San Antonio is no stranger to hail. It’s just part of severe weather season. But it’s fair to say that the record hail storm in 2016 left us shaken and likely a little more sensitive to the icy phenomenon.

Hail damage to cars and roofs comes down to two things: wind and size. The stronger the wind and the larger the hail, obviously the more significant the damage. A severe thunderstorm warning is issued when hail reaches 1 inch in diameter. Keep in mind 1 inch = U.S. Quarter. Wind-driven quarter-size hail has enough mass and density to do minor damage. Science has shown that hail this size falls between 25 mph and 40 mph.

Hailstones come in many sizes (Copyright 2021 by KSAT – All rights reserved.)

Once hail reaches the size of golf balls (1.75″ hail), then we start to talk about serious damage to cars and roofs. When hail gets to baseball and softball size, it’s a certainty that damage will occur. This size hail can travel up to 100 mph! So was the case in 2016.
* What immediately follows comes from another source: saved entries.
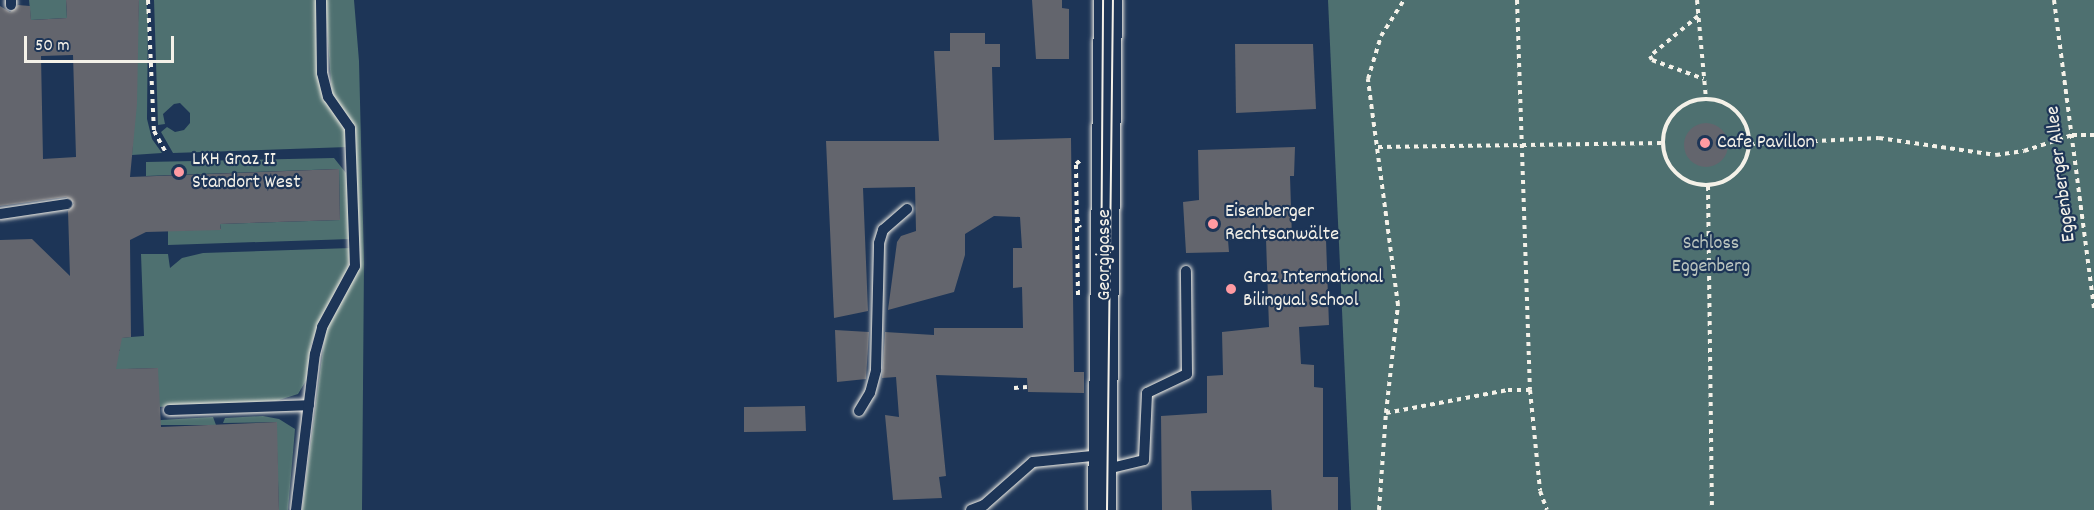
<!DOCTYPE html>
<meta charset="utf-8">
<style>
body{margin:0}
#map{position:relative;width:2094px;height:510px;overflow:hidden;background:#1d3557;font-family:Dekko,sans-serif}
div>[style]{position:absolute}
[style*='--x']{left:calc(var(--x)*1px);top:calc(var(--y)*1px);width:calc(var(--w)*1px);rotate:calc(var(--a)*1deg)}
.green>*{inset:0;background:#4e7070}
.building>*{inset:0;background:#63656d}
.round{border-radius:50%}
.path>*{height:4px;margin-top:-2px;transform-origin:0;background:repeating-linear-gradient(90deg,#f4f1e8 0 4.5px,transparent 0 9px)}
.path>.ring{margin:-2px;padding:0;box-sizing:content-box;background:none;border:4px solid #f4f1e8;border-radius:50%}
.roads{filter:drop-shadow(0 0 2px #f4f1e8) drop-shadow(0 0 2px #f4f1e8)}
.lane>*{height:10px;margin:-5px;padding:0 5px;transform-origin:5px;border-radius:5px;background:#1d3557}
.secondary>*{height:28px;margin:-14px;padding:0 14px;transform-origin:14px;border-radius:14px;background:#1d3557}
.tram>*{height:1.5px;margin:-0.75px;padding:0 0.75px;transform-origin:0.75px;border-radius:0.75px;background:#f4f1e8}
.dots>*{width:16px;height:16px;translate:-50% -50%;box-sizing:border-box;border:3px solid #1d3557;border-radius:50%}
span{translate:-50% -50%;white-space:nowrap;text-align:center;line-height:1.15;-webkit-text-stroke:4.5px #1d3557;paint-order:stroke}
.poi-label{font-size:20px;color:#f4f1e8}
.left{translate:0 -50%;text-align:left}
.street-label{font-size:20px;color:#f4f1e8}
.park-label{font-size:20px;color:#bac4be}
.scale{position:absolute;left:24px;top:36px;width:150px;height:27px;box-sizing:border-box;border:3px solid #f4f1e8;border-top:0;padding-left:8px;font-size:18px;line-height:21px;white-space:nowrap;color:#f4f1e8;-webkit-text-stroke:4px #1d3557;paint-order:stroke}
</style>
<div id="map">
<div class="green">
<div style="clip-path:polygon(29px 0,66px 0,67px 18px,31px 20px)"></div>
<div style="clip-path:polygon(139px 0,146px 0,148px 14px,147px 119px,152px 139px,162px 153px,132px 155px)"></div>
<div style="clip-path:polygon(154px 0,319px 0,319px 72px,348px 129px,348px 147px,173px 153px,161px 132px,167px 127px,175px 132px,184px 130px,190px 123px,190px 113px,180px 103px,174px 104px,163px 114px,165px 124px,158px 125px)"></div>
<div style="clip-path:polygon(325px 0,354px 0,359px 61px,364px 262px,362px 510px,302px 510px,326px 326px,352px 277px,354px 129px,332px 97px)"></div>
<div style="clip-path:polygon(1328px 0,2094px 0,2094px 510px,1351px 510px)"></div>
<div style="clip-path:polygon(334px 158px,346px 173px,351px 239px,168px 245px,168px 231px,221px 229px,220px 224px,340px 220px,339px 169px,146px 176px,146px 162px)"></div>
<div style="clip-path:polygon(351px 248px,348px 269px,311px 344px,307px 379px,298px 394px,276px 401px,158px 407px,157px 368px,97px 370px,120px 350px,105px 339px,144px 336px,141px 254px,168px 254px,170px 268px,182px 258px,203px 253px)"></div>
<div style="clip-path:polygon(263px 416px,279px 419px,295px 429px,288px 510px,279px 510px,276px 422px,223px 423px,225px 418px)"></div>
<div style="clip-path:polygon(213px 417px,216px 425px,148px 425px,161px 420px)"></div>
</div>
<div class="building">
<div style="clip-path:polygon(evenodd,66px 0,139px 0,137px 104px,130px 177px,339px 169px,340px 220px,220px 224px,221px 230px,146px 232px,130px 240px,131px 337px,122px 338px,116px 369px,158px 368px,161px 427px,277px 422px,279px 510px,0 510px,0 240px,32px 239px,70px 276px,68px 211px,74px 203px,66px 197px,0 206px,0 6px,10px 12px,18px 5px,30px 6px,31px 20px,67px 18px,66px 0,73px 55px,76px 157px,43px 159px,41px 56px,73px 55px)"></div>
<div style="clip-path:polygon(1032px 0,1062px 0,1062px 8px,1069px 9px,1069px 59px,1036px 59px)"></div>
<div style="clip-path:polygon(950px 33px,985px 33px,985px 44px,1000px 44px,1000px 67px,992px 67px,994px 140px,1071px 138px,1074px 372px,1084px 372px,1084px 393px,1028px 392px,1027px 378px,936px 375px,946px 476px,939px 477px,942px 498px,893px 500px,885px 415px,899px 417px,896px 377px,882px 378px,885px 332px,934px 335px,934px 328px,1023px 328px,1022px 287px,1013px 288px,1013px 248px,1022px 248px,1020px 217px,994px 216px,965px 234px,965px 255px,954px 292px,888px 310px,897px 242px,901px 236px,916px 231px,915px 187px,863px 188px,868px 311px,834px 318px,826px 141px,939px 141px,934px 51px,950px 51px)"></div>
<div style="clip-path:polygon(1235px 44px,1313px 44px,1316px 109px,1236px 113px)"></div>
<div class="round" style="left:1684px;top:123px;width:44px;height:44px"></div>
<div style="clip-path:polygon(1295px 147px,1294px 176px,1290px 176px,1292px 238px,1326px 239px,1329px 325px,1299px 327px,1301px 364px,1314px 365px,1314px 387px,1323px 388px,1323px 477px,1338px 477px,1338px 510px,1272px 510px,1271px 490px,1191px 491px,1192px 510px,1162px 510px,1161px 416px,1207px 413px,1207px 376px,1223px 375px,1222px 332px,1269px 327px,1266px 239px,1228px 240px,1229px 252px,1186px 253px,1183px 202px,1199px 200px,1198px 150px)"></div>
<div style="clip-path:polygon(835px 330px,869px 332px,866px 379px,837px 382px)"></div>
<div style="clip-path:polygon(805px 406px,806px 431px,744px 432px,744px 407px)"></div>
</div>
<div class="path">
<div style="--x:148;--y:0;--w:131;--a:87.4"></div>
<div style="--x:154;--y:131;--w:25;--a:61"></div>
<div style="--x:1517;--y:0;--w:390;--a:88.1"></div>
<div style="--x:1697;--y:0;--w:99;--a:84.8"></div>
<div style="--x:2054;--y:0;--w:312;--a:82.6"></div>
<div style="--x:1698;--y:16;--w:62;--a:140.2"></div>
<div style="--x:1650;--y:56;--w:4;--a:63"></div>
<div style="--x:1652;--y:60;--w:55;--a:20.1"></div>
<div class="ring" style="left:1663px;top:99px;width:82px;height:82px"></div>
<div style="--x:1750;--y:144;--w:129;--a:-2.7"></div>
<div style="--x:1879;--y:138;--w:118;--a:8.3"></div>
<div style="--x:1996;--y:155;--w:28;--a:-8"></div>
<div style="--x:2024;--y:151;--w:51;--a:-18.4"></div>
<div style="--x:2072;--y:135;--w:22;--a:0"></div>
<div style="--x:1378;--y:147;--w:284;--a:-0.8"></div>
<div style="--x:1708;--y:186;--w:324;--a:89.3"></div>
<div style="--x:1077;--y:217;--w:11;--a:75"></div>
<div style="--x:1078;--y:295;--w:131;--a:-90.9"></div>
<div style="--x:1076;--y:164;--w:8;--a:-40"></div>
<div style="--x:1014;--y:388;--w:13;--a:-4"></div>
<div style="--x:1386;--y:413;--w:109;--a:-83.7"></div>
<div style="--x:1398;--y:305;--w:228;--a:-97.6"></div>
<div style="--x:1368;--y:79;--w:45;--a:-73.2"></div>
<div style="--x:1381;--y:36;--w:43;--a:-57.4"></div>
<div style="--x:1379;--y:510;--w:97;--a:-85.9"></div>
<div style="--x:1386;--y:413;--w:124;--a:-10.7"></div>
<div style="--x:1508;--y:390;--w:22;--a:0"></div>
<div style="--x:1530;--y:390;--w:101;--a:84.3"></div>
<div style="--x:1540;--y:491;--w:20;--a:70"></div>
</div>
<div class="roads">
<div class="lane">
<div style="--x:11;--y:5;--w:5;--a:-90"></div>
<div style="--x:0;--y:214;--w:68;--a:-8.5"></div>
<div style="--x:169;--y:410;--w:140;--a:-2"></div>
<div style="--x:859;--y:411;--w:21;--a:-59"></div>
<div style="--x:870;--y:393;--w:24;--a:-75"></div>
<div style="--x:876;--y:370;--w:127;--a:-88.6"></div>
<div style="--x:879;--y:243;--w:14;--a:-73"></div>
<div style="--x:883;--y:230;--w:32;--a:-41"></div>
<div style="--x:1103;--y:470;--w:42;--a:-13.7"></div>
<div style="--x:1144;--y:460;--w:67;--a:-87.4"></div>
<div style="--x:1147;--y:393;--w:44;--a:-25.4"></div>
<div style="--x:1187;--y:374;--w:103;--a:-90.6"></div>
<div style="--x:296;--y:510;--w:157;--a:-83.1"></div>
<div style="--x:315;--y:354;--w:28;--a:-75"></div>
<div style="--x:322;--y:327;--w:69;--a:-61.6"></div>
<div style="--x:355;--y:266;--w:138;--a:-92.1"></div>
<div style="--x:350;--y:128;--w:38;--a:-125"></div>
<div style="--x:328;--y:97;--w:25;--a:-104"></div>
<div style="--x:322;--y:73;--w:73;--a:-90.8"></div>
<div style="--x:971;--y:510;--w:14;--a:-21"></div>
<div style="--x:984;--y:505;--w:65;--a:-41.3"></div>
<div style="--x:1033;--y:462;--w:69;--a:-5.8"></div>
</div>
<div class="secondary">
<div style="--x:1102;--y:510;--w:510;--a:-89.33"></div>
</div>
</div>
<div class="tram">
<div style="--x:1101;--y:297;--w:297;--a:-89.6"></div>
<div style="--x:1107;--y:510;--w:510;--a:-89.33"></div>
</div>
<div class="dots">
<div style="left:1705px;top:143px;background:#ff9aa2"></div>
<div style="left:179px;top:172px;background:#ff9aa2"></div>
<div style="left:1213px;top:224px;background:#ff9aa2"></div>
<div style="left:1231px;top:289px;background:#ff9aa2"></div>
</div>
<div class="poi-label">
<span class="left" style="left:1717px;top:143px">Cafe Pavillon</span>
<span class="left" style="left:192px;top:172px">LKH Graz II<br>Standort West</span>
<span class="left" style="left:1225px;top:224px">Eisenberger<br>Rechtsanwälte</span>
<span class="left" style="left:1243px;top:290px">Graz International<br>Bilingual School</span>
</div>
<div class="street-label">
<span style="left:2062px;top:174px;rotate:-97deg">Eggenberger Allee</span>
<span style="left:1105px;top:255px;rotate:-90deg">Georgigasse</span>
</div>
<div class="park-label">
<span style="left:1711px;top:256px">Schloss<br>Eggenberg</span>
</div>
<div class="scale">50 m</div>
</div>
The last round of hail brought near quarter-size hail across downtown. There were reports of some minor damage. If you do think you sustained some damage, it’s important to write down the date and time and save any pictures you have of the hail, preferably with a reference for measurement. In other words, take a picture of a hailstone next to a coin or baseball, depending on the size. This will help when communicating with insurance. You’ll want to move quickly on this, as well.

Lastly, while we at KSAT love seeing your pictures, please don’t go out in a storm to collect a hailstone. It sounds like common sense, but we’ve seen too many injuries of people getting conked on the noggin. If you can safely grab one that has bounced toward your door, then go for it. Otherwise, you’ll want to wait for the storm to end and, keep in mind, a bit of melting has taken place.

With spring weather, there’s never a guarantee, but the odds are high that we’ll see a few more instances of hail across the area over the next few months. Stay safe!